-- Opening Marker --

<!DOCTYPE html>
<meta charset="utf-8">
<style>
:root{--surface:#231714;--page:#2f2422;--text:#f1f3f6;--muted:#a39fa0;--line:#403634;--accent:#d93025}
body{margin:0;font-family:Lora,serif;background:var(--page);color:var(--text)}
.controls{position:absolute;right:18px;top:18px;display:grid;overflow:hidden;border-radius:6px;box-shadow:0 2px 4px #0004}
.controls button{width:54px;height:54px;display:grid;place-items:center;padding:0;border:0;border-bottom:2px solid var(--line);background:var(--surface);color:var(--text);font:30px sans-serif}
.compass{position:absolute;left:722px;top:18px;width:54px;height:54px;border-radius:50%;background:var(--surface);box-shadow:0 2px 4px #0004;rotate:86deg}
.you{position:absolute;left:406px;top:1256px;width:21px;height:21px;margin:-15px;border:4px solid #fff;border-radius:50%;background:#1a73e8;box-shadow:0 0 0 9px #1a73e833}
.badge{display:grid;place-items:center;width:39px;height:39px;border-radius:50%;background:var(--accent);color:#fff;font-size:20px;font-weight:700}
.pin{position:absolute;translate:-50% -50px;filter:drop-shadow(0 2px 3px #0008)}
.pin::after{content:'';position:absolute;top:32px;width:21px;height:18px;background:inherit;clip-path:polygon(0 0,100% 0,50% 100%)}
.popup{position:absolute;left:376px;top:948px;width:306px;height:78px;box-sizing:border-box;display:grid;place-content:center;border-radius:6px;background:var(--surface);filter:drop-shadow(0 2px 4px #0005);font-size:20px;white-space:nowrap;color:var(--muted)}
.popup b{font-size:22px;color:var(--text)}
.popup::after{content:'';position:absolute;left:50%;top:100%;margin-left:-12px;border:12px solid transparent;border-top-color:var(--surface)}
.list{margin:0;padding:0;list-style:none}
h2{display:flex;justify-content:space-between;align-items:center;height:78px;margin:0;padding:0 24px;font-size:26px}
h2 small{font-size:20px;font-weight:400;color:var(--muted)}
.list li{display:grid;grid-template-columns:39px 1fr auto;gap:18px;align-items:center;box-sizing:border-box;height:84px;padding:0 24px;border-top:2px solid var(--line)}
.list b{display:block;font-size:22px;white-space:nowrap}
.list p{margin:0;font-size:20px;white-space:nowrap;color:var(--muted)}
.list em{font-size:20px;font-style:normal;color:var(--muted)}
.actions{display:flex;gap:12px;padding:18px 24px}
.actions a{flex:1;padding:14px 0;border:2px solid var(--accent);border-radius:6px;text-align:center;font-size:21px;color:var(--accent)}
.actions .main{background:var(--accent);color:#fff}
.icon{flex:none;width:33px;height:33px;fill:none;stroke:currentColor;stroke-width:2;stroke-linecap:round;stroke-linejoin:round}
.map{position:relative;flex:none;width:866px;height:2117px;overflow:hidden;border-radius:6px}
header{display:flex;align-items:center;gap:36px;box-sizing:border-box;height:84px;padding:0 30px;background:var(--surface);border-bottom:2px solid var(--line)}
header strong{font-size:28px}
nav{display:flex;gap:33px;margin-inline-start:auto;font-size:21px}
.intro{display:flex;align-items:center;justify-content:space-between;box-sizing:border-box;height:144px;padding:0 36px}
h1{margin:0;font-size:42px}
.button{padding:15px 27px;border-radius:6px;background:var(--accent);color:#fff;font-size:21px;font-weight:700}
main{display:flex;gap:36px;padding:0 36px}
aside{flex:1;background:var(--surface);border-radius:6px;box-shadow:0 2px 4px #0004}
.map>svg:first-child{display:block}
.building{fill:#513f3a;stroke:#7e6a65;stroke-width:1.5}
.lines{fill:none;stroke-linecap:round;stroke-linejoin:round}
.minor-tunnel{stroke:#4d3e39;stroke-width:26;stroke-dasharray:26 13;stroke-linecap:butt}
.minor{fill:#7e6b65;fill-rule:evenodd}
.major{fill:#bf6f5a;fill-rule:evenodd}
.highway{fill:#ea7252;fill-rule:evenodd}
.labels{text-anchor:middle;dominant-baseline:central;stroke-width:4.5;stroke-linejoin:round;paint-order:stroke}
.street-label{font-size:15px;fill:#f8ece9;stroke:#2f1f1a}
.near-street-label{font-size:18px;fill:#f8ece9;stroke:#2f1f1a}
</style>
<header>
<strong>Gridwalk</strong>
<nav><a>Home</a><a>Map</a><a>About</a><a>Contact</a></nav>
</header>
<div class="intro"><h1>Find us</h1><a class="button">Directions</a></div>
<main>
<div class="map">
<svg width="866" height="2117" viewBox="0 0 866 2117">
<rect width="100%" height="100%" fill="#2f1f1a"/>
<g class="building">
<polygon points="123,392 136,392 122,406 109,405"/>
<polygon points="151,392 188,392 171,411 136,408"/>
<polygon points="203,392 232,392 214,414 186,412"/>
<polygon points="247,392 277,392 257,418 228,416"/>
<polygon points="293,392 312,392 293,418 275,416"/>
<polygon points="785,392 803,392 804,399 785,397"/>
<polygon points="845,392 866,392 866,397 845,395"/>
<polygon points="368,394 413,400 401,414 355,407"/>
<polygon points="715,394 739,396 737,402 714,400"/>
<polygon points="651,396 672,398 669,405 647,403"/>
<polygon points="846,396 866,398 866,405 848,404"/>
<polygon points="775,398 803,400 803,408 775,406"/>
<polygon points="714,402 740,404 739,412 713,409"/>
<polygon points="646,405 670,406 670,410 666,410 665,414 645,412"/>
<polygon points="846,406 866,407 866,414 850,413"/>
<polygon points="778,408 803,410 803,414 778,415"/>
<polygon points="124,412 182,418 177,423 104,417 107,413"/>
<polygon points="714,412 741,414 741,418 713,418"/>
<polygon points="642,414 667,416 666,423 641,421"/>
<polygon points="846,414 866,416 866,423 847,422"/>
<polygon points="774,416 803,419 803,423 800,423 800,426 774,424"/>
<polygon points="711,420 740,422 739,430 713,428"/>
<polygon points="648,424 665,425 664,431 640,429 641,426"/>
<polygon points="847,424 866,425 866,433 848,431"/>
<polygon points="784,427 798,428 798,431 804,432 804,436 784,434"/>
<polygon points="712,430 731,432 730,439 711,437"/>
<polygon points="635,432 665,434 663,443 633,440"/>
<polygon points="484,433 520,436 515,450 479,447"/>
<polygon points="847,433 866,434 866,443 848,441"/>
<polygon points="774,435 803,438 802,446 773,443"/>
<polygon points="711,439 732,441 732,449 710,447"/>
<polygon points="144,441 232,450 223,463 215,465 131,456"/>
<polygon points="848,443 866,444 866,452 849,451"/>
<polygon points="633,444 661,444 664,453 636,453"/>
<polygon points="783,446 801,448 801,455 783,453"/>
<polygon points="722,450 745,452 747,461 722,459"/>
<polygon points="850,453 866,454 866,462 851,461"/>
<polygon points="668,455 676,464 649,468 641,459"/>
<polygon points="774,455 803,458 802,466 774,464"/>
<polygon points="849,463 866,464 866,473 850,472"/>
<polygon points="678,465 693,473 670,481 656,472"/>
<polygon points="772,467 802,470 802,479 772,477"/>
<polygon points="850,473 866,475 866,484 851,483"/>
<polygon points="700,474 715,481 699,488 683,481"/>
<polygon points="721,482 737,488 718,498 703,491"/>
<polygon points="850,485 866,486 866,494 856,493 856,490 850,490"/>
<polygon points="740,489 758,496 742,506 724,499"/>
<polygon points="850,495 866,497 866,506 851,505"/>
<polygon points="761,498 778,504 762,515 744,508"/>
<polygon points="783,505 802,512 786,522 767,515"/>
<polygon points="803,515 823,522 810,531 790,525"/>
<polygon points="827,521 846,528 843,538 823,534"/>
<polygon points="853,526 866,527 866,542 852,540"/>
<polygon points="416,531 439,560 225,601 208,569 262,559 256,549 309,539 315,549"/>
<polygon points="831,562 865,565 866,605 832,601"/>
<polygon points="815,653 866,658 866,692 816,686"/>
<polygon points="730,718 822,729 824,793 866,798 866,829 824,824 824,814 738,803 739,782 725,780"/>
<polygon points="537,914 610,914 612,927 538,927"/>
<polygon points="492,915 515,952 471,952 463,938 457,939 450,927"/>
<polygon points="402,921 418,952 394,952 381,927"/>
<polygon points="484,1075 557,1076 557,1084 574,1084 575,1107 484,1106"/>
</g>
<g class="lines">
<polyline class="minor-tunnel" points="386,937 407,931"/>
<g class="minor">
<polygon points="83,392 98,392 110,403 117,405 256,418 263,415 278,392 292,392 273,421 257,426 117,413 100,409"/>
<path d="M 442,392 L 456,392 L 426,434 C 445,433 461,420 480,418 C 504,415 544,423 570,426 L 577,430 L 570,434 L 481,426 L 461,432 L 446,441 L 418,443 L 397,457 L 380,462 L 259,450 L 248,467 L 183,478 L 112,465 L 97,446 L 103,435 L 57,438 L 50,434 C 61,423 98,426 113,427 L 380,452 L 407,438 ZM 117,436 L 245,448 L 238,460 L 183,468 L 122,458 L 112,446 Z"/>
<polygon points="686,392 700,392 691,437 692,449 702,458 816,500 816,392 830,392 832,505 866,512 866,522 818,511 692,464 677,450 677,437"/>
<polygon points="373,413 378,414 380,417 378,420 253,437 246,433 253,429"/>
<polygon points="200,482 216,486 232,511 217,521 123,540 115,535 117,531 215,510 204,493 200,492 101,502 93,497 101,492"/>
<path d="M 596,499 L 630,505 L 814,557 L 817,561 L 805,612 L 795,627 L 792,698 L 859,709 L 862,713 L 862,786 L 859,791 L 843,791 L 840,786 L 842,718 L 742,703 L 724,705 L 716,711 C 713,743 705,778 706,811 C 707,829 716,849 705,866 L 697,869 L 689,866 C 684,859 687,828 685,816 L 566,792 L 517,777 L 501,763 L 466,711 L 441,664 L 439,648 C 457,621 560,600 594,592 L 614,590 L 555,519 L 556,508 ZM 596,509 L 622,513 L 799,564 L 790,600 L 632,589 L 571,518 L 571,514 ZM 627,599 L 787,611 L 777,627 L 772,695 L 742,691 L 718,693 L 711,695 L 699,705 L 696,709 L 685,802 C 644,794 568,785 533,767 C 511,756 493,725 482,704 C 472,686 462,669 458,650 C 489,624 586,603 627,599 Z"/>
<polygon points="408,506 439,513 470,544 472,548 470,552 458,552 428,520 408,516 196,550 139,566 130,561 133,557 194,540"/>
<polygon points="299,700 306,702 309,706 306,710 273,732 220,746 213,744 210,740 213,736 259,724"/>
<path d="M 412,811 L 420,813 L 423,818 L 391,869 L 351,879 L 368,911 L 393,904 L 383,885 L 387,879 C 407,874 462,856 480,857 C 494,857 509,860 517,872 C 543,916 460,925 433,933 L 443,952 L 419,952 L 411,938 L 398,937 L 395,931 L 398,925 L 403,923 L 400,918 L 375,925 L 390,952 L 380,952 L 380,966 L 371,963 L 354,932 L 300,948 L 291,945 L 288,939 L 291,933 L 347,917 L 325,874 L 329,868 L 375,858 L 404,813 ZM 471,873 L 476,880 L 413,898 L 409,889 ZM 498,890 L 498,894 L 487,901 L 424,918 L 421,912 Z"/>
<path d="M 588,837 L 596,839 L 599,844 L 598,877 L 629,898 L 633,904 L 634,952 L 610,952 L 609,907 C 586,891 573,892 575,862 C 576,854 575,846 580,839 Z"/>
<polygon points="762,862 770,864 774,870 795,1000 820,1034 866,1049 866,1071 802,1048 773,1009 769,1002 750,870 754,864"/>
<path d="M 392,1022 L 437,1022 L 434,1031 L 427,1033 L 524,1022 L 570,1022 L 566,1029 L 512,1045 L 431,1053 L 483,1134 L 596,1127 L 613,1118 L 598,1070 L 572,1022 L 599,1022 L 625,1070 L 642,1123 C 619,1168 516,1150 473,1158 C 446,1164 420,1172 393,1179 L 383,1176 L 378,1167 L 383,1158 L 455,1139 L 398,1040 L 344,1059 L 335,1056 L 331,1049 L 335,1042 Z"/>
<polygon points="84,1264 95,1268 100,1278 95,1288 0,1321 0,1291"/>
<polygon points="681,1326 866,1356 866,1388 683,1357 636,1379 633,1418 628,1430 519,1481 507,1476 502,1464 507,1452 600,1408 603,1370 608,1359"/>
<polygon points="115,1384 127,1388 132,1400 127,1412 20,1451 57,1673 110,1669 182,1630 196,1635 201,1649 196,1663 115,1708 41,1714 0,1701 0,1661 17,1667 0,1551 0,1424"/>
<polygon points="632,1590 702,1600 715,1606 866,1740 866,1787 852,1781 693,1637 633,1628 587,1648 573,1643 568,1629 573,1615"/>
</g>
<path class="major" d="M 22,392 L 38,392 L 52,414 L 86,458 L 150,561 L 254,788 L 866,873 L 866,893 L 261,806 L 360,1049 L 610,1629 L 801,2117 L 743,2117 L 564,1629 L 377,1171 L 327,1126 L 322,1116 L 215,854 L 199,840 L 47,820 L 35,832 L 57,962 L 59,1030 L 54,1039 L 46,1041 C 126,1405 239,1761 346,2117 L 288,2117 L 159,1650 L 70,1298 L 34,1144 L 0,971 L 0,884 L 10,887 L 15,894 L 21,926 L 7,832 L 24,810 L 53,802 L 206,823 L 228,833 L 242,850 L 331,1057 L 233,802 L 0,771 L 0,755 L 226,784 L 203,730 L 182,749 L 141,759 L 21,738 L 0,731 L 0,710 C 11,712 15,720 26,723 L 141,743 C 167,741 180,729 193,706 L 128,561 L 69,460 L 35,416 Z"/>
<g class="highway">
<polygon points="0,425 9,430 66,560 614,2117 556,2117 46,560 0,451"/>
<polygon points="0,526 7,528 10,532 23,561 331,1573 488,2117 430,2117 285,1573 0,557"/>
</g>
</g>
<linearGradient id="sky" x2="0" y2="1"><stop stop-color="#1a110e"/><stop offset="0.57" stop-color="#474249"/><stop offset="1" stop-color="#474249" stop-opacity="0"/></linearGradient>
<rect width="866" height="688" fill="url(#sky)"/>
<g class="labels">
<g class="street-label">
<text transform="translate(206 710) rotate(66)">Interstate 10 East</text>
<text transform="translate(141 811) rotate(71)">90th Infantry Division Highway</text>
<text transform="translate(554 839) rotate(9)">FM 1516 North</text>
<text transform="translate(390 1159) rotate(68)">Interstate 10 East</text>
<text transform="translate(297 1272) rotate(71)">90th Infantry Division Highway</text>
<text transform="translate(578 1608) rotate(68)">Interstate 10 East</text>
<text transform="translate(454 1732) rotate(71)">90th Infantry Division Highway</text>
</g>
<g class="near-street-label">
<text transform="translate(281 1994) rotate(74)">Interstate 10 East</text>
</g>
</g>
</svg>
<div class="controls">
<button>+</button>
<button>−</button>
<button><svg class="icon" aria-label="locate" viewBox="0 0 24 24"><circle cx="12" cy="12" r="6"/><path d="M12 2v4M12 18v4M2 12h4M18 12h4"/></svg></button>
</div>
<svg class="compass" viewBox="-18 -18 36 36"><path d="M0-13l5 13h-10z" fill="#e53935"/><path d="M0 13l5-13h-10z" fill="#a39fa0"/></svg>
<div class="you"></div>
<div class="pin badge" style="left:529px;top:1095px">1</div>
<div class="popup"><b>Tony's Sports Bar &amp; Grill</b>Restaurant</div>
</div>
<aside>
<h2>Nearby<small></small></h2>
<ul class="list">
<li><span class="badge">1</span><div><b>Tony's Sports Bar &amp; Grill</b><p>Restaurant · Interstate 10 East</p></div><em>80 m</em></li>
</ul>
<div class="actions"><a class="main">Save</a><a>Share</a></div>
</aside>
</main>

-- Closing Marker --

### TASK OBJECTIVE:
Read the entries and show each line that mentions "header".

### EXPECTED OUTPUT:
header{display:flex;align-items:center;gap:36px;box-sizing:border-box;height:84px;padding:0 30px;background:var(--surface);border-bottom:2px solid var(--line)}
header strong{font-size:28px}
<header>
</header>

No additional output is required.